With ‘Lowriders,’ peek into East L.A.’s custom-car culture

Mister Cartoon, center, is flanked by Estevan Oriol, right, and Ricardo de Montreuill, of “Lowriders.” (Robert Gauthier / Los Angeles Times)

By Tre’vell Anderson, Los Angeles Times

On any given day, Angelenos can be treated to traveling art galleries rich with uniquely American culture and California-grown talent — if only they viewed lowriders, the custom old-school cars tricked out with candy-colored paint, the shiniest chrome and hydraulics, as the artistry in motion they are. That’s all that Estevan Oriol and Mister Cartoon really want.

“I want people to realize that these cars are a work of art and our expression,” says Cartoon, a.k.a. Mark Machado.

“To us,” Oriol adds, “it’s an art piece with an engine and wheels.”

But when many people see lowriders cruising through the city, thoughts of gangs, drugs and violence come to mind. Such expectations, often rooted in stereotypes about the men and women found in the driver’s and passenger seats, rob the long-standing tradition from the familial roots at its core. There truly is more to lowriding than meets the eye.

For these reasons, the two heavyweights in East L.A.’s lowriding scene lent their expertise and names, as executive producers, to “Lowriders,” opening in theaters Friday. The film is being heralded as the first major feature inspired by the people and traditions of the lowrider culture.
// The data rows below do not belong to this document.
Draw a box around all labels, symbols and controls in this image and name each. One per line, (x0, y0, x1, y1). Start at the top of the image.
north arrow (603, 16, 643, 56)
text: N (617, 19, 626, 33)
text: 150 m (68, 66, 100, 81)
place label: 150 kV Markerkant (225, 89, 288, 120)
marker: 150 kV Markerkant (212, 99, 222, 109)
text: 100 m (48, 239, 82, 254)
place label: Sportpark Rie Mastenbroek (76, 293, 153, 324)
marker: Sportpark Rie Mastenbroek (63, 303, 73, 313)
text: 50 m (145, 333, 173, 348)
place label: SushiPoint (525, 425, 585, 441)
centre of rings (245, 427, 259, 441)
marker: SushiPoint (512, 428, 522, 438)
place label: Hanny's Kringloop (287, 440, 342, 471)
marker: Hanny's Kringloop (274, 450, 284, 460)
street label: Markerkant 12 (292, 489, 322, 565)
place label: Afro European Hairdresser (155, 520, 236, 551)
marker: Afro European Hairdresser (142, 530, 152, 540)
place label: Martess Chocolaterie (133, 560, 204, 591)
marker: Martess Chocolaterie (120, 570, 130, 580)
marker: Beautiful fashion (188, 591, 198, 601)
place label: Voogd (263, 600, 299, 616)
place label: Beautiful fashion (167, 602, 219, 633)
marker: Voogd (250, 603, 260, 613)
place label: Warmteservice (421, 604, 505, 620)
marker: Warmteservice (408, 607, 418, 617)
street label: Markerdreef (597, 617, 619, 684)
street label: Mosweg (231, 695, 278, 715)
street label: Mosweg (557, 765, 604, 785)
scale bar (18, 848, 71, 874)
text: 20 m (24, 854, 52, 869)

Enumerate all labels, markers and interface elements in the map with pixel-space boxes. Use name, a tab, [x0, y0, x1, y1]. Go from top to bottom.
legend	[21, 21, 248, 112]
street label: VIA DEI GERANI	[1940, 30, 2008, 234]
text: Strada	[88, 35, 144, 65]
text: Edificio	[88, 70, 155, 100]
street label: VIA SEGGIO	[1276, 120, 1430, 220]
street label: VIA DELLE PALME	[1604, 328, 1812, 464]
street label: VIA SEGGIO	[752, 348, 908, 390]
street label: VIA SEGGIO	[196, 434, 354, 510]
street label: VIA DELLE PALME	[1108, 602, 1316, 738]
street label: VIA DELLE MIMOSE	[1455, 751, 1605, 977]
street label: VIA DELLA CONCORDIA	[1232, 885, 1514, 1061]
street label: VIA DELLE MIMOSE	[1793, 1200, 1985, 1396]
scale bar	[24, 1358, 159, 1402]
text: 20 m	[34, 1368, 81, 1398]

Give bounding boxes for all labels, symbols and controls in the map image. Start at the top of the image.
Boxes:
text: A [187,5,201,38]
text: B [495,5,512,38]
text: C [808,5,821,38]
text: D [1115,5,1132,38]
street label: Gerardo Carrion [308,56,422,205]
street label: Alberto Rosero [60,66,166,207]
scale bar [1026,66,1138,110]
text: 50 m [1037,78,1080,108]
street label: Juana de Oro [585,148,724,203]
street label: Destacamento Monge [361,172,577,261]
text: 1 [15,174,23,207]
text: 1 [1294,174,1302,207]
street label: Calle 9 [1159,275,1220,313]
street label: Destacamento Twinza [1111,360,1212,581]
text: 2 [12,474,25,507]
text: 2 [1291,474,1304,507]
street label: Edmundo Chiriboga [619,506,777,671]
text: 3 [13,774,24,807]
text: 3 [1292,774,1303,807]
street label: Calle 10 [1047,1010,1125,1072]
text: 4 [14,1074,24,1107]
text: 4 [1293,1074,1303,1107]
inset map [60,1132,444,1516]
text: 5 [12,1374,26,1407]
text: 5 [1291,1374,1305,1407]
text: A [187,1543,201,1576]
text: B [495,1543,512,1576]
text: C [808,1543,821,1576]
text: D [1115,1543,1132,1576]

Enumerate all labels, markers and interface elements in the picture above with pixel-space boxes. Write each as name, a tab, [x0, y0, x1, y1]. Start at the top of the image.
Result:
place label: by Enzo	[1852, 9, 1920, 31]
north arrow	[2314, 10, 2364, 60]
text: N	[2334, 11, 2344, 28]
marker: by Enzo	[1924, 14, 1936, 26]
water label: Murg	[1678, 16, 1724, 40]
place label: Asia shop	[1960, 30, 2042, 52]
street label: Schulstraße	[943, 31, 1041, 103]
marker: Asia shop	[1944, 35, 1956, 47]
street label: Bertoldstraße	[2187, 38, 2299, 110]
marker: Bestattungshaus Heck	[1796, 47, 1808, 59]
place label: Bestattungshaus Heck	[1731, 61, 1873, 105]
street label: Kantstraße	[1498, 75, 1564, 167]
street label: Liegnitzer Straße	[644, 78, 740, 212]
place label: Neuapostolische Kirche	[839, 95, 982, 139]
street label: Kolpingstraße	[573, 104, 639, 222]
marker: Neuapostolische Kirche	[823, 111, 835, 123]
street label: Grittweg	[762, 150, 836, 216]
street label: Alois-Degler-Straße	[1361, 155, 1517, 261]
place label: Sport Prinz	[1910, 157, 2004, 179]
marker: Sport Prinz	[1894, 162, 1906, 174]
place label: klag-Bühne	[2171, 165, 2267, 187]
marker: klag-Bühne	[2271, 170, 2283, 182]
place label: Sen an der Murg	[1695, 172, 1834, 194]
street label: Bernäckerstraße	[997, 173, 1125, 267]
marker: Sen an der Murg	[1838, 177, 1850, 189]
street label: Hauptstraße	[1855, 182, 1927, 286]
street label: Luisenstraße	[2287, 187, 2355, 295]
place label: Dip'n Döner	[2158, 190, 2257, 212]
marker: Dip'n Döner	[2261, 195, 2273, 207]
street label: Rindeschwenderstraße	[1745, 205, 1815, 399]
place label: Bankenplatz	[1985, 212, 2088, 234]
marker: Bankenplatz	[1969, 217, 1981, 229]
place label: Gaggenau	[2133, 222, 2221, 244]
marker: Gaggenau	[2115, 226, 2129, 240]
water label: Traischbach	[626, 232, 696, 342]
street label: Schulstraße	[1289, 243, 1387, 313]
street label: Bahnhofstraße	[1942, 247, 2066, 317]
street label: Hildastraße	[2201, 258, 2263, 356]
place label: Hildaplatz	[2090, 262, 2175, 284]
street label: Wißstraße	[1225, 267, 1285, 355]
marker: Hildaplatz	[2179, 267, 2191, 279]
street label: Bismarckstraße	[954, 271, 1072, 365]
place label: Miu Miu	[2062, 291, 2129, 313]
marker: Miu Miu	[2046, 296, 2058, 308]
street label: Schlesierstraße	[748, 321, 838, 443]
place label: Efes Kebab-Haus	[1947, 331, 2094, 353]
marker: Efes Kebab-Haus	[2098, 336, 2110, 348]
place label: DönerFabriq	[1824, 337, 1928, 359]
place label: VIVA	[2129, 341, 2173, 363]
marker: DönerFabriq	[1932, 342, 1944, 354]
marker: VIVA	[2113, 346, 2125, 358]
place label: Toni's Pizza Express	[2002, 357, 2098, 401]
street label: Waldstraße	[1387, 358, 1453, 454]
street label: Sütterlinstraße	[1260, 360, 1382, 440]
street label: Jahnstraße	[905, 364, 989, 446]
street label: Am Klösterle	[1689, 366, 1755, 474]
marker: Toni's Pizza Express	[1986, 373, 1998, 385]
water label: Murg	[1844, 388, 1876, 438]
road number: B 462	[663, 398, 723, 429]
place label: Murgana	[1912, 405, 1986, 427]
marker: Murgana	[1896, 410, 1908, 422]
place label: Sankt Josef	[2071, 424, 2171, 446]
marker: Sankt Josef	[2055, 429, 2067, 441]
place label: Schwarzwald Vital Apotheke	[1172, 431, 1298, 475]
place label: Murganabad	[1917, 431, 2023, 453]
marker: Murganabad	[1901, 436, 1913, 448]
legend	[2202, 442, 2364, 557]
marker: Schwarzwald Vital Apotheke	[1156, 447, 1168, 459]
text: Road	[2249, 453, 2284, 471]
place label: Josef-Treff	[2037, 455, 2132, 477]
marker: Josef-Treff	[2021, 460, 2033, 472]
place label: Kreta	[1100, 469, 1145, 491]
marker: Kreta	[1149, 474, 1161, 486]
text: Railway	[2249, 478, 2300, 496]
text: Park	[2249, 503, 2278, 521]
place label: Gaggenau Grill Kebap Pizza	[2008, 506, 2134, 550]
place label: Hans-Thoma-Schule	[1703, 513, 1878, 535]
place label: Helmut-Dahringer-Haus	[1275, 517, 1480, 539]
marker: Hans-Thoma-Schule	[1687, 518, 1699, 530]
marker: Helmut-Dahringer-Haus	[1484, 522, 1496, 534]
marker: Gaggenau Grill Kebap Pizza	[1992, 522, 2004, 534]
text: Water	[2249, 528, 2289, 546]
“I think this movie will relax a lot of people,” Cartoon says. “They associate our cars with bank robberies and all this stuff [they’ve seen in other movies], so they get scared when they see them. But now I think things are changing, where people get happy to see a bouncing car.”

“Lowriders,” is a coming-of-age tale about a young street artist, played by Gabriel Chavarria (“East Los High”), straddling life between his father (a convincing Demian Bichir), who’s all about lowriders; his ex-felon brother (Theo Rossi of “Sons of Anarchy”), who hates their dad, and his need for self-expression. It also stars Eva Longoria, Tony Revolori (“Dope,” “The Grand Budapest Hotel”) and Melissa Benoist (“Supergirl”).

Oriol, a bouncer turned hip-hop act manager, photographer and music video director for the likes of Eminem, Travis Barker and Cypress Hill, has been documenting the car-building he and Cartoon have done for 25 years. The idea for the film, more than 10 years in the making, came out of those images. After staging an event for Nike at which they met Brian Grazer, the duo presented doc footage to the Oscar-winning producer known for “A Beautiful Mind,” “American Gangster” and “8 Mile.” Inspired to create a feature, Jason Blum joined the project, which was initially set to be based on the duo’s lives.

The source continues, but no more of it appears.